> [WORK INSTRUCTION]: Write down every entry once more, exactly as it reads.

[Stored items from a collection]
● ● ●

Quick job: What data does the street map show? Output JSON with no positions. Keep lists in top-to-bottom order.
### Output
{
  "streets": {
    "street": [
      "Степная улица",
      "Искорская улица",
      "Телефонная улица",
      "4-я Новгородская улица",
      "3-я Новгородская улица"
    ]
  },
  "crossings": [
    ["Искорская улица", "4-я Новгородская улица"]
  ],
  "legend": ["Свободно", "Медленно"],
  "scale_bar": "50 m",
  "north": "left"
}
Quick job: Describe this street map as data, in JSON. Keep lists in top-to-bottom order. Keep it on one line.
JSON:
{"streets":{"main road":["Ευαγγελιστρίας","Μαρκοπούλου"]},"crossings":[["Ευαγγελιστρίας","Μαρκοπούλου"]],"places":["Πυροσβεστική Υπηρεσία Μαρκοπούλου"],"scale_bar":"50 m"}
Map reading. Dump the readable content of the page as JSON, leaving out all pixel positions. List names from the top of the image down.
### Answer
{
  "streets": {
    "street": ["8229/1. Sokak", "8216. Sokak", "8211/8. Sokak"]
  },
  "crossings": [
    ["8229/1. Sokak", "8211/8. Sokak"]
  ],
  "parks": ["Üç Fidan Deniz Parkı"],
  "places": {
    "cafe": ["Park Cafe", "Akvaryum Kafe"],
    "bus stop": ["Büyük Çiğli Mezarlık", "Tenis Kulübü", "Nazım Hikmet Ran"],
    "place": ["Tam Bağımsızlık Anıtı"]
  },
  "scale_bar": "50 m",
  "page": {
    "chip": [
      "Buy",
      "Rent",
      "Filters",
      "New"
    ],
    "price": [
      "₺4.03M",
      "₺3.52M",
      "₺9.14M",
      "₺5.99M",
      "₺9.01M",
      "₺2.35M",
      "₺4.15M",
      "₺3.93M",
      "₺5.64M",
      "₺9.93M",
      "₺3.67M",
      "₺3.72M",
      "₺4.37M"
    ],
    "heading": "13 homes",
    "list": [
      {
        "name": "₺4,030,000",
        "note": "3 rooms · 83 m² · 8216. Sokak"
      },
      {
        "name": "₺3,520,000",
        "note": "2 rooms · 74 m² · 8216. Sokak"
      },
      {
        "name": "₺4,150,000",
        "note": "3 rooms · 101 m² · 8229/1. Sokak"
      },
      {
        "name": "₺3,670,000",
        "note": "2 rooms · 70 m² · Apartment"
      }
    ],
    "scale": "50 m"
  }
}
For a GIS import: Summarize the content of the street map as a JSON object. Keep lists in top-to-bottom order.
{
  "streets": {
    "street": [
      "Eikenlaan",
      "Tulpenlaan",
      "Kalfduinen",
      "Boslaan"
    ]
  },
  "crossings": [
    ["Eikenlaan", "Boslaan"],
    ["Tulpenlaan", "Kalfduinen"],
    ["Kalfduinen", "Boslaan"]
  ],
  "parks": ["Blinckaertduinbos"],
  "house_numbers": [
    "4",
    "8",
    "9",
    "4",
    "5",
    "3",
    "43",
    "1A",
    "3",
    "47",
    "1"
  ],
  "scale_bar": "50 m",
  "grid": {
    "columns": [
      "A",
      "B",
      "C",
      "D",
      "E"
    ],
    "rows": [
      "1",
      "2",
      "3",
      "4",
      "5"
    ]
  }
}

● ● ●

> [ANSWER SECTION]:
Quick job: What data does the street map show? Output JSON with no positions. Keep lists in top-to-bottom order.
### Output
{
  "streets": {
    "street": [
      "Степная улица",
      "Искорская улица",
      "Телефонная улица",
      "4-я Новгородская улица",
      "3-я Новгородская улица"
    ]
  },
  "crossings": [
    ["Искорская улица", "4-я Новгородская улица"]
  ],
  "legend": ["Свободно", "Медленно"],
  "scale_bar": "50 m",
  "north": "left"
}
Quick job: Describe this street map as data, in JSON. Keep lists in top-to-bottom order. Keep it on one line.
JSON:
{"streets":{"main road":["Ευαγγελιστρίας","Μαρκοπούλου"]},"crossings":[["Ευαγγελιστρίας","Μαρκοπούλου"]],"places":["Πυροσβεστική Υπηρεσία Μαρκοπούλου"],"scale_bar":"50 m"}
Map reading. Dump the readable content of the page as JSON, leaving out all pixel positions. List names from the top of the image down.
### Answer
{
  "streets": {
    "street": ["8229/1. Sokak", "8216. Sokak", "8211/8. Sokak"]
  },
  "crossings": [
    ["8229/1. Sokak", "8211/8. Sokak"]
  ],
  "parks": ["Üç Fidan Deniz Parkı"],
  "places": {
    "cafe": ["Park Cafe", "Akvaryum Kafe"],
    "bus stop": ["Büyük Çiğli Mezarlık", "Tenis Kulübü", "Nazım Hikmet Ran"],
    "place": ["Tam Bağımsızlık Anıtı"]
  },
  "scale_bar": "50 m",
  "page": {
    "chip": [
      "Buy",
      "Rent",
      "Filters",
      "New"
    ],
    "price": [
      "₺4.03M",
      "₺3.52M",
      "₺9.14M",
      "₺5.99M",
      "₺9.01M",
      "₺2.35M",
      "₺4.15M",
      "₺3.93M",
      "₺5.64M",
      "₺9.93M",
      "₺3.67M",
      "₺3.72M",
      "₺4.37M"
    ],
    "heading": "13 homes",
    "list": [
      {
        "name": "₺4,030,000",
        "note": "3 rooms · 83 m² · 8216. Sokak"
      },
      {
        "name": "₺3,520,000",
        "note": "2 rooms · 74 m² · 8216. Sokak"
      },
      {
        "name": "₺4,150,000",
        "note": "3 rooms · 101 m² · 8229/1. Sokak"
      },
      {
        "name": "₺3,670,000",
        "note": "2 rooms · 70 m² · Apartment"
      }
    ],
    "scale": "50 m"
  }
}
For a GIS import: Summarize the content of the street map as a JSON object. Keep lists in top-to-bottom order.
{
  "streets": {
    "street": [
      "Eikenlaan",
      "Tulpenlaan",
      "Kalfduinen",
      "Boslaan"
    ]
  },
  "crossings": [
    ["Eikenlaan", "Boslaan"],
    ["Tulpenlaan", "Kalfduinen"],
    ["Kalfduinen", "Boslaan"]
  ],
  "parks": ["Blinckaertduinbos"],
  "house_numbers": [
    "4",
    "8",
    "9",
    "4",
    "5",
    "3",
    "43",
    "1A",
    "3",
    "47",
    "1"
  ],
  "scale_bar": "50 m",
  "grid": {
    "columns": [
      "A",
      "B",
      "C",
      "D",
      "E"
    ],
    "rows": [
      "1",
      "2",
      "3",
      "4",
      "5"
    ]
  }
}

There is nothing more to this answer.